Long Island, New York

March 2010

Here’s what it’s like to live with a man who I know deep down really wanted to be a meteorologist. In the morning when I’m still half asleep, Lynn goes downstairs and turns on the television to look at radar maps of high and low fronts and the temperatures from California to Maine.  With that information he then proceeds to dispense fashion advice appropriate to the day’s climate readings.  Should we carry an umbrella?  Wear a coat, hat or gloves? Or none of the aforementioned?.  Due to the uncanny ability of my body to frequently gauge the weather situation without watching a forecast (if it’s about to rain, I start to ache), he is often stupified when I tell him it’s going to rain later when we wake up to bright blue skies.

One Saturday morning in March he turned on the TV to learn heavy rain and a few wind gusts were expected. We dressed accordingly. He went to work and I followed him into the city a few hours later.  It was raining pretty hard and wickedly windy.  Walking down a stretch of Fifth Avenue, I was surprised to find that I was the only person in a two block radius.  Manhattan, empty?  A dog walker suddenly turned the corner and I felt relieved.  Wait, there ahead of me were a couple of Japanese tourists.  My body wasn’t giving me the usual signs of an impeding storm but it should have considering after a mere two block walk my umbrella remained in a permanent inverted position over my head.  Another five blocks and my jeans were soaking wet.  I tried to cross the street but found myself facing large puddles, too big to jump over and too deep to walk through.  Of course this being New York City, besides navigating the wet sidewalks, I also had to stay out of the way of the inevitable taxicab going way too fast so as not to be given a dirty water bath by a very rude driver. 

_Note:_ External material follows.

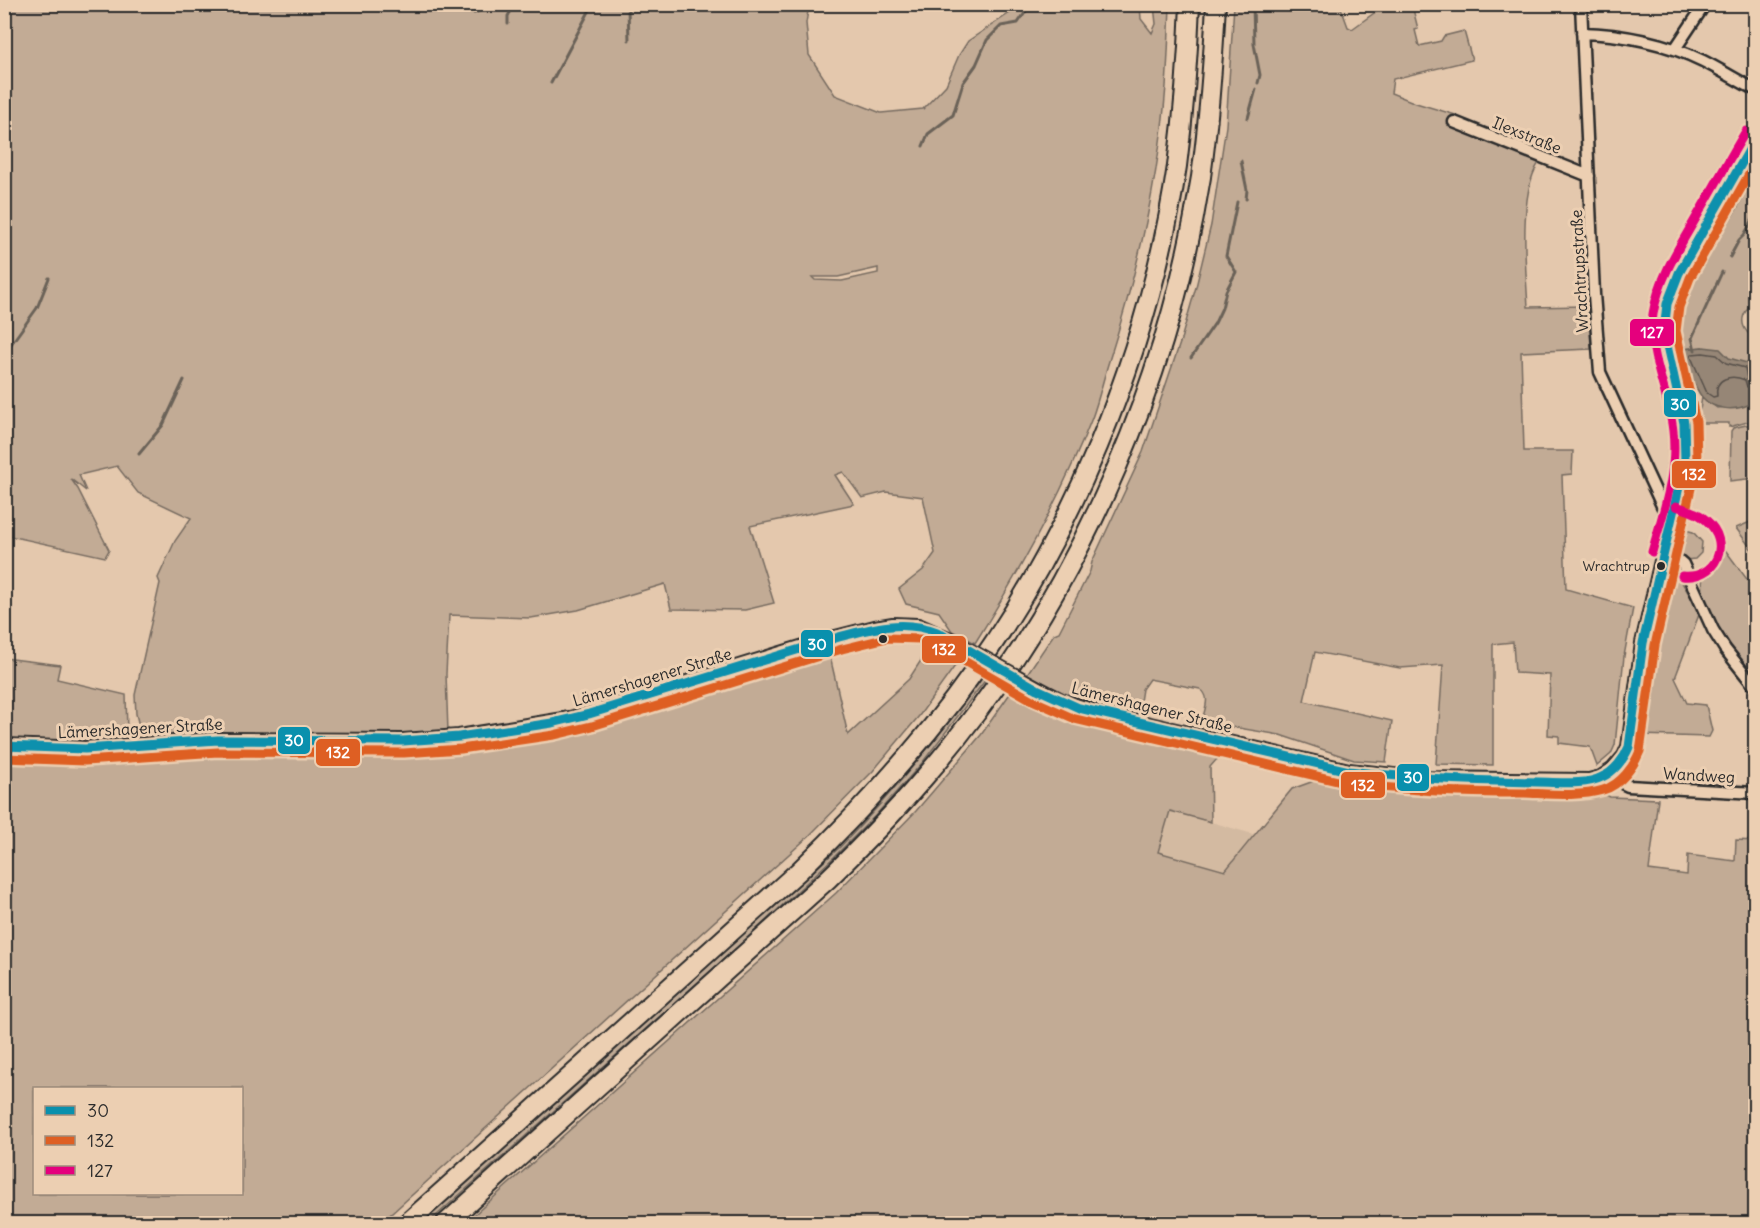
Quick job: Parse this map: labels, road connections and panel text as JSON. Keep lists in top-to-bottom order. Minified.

Well, the weather in the city might have been bad but it did not prepare me for what I faced when I got home.  Shortly before five o’clock, my next door neighbor called to tell me one of my huge pine trees came down.  What?  We have two big Christmas trees that with a few more years of growth would have rivaled the one they put up at Rockefeller Center every year.  While they were not particularly fat, they were very, very tall.  Trying to remain calm, I asked her if the tree had fallen on the house. She tried to look outside but suddenly the neighborhood lost power and she couldn’t quite tell.  I told her we were leaving the city right away and headed to catch a train.  Before we even left Penn Station, the cell phone rang again.  “Julie,” she said.  “The second tree just went down, too.”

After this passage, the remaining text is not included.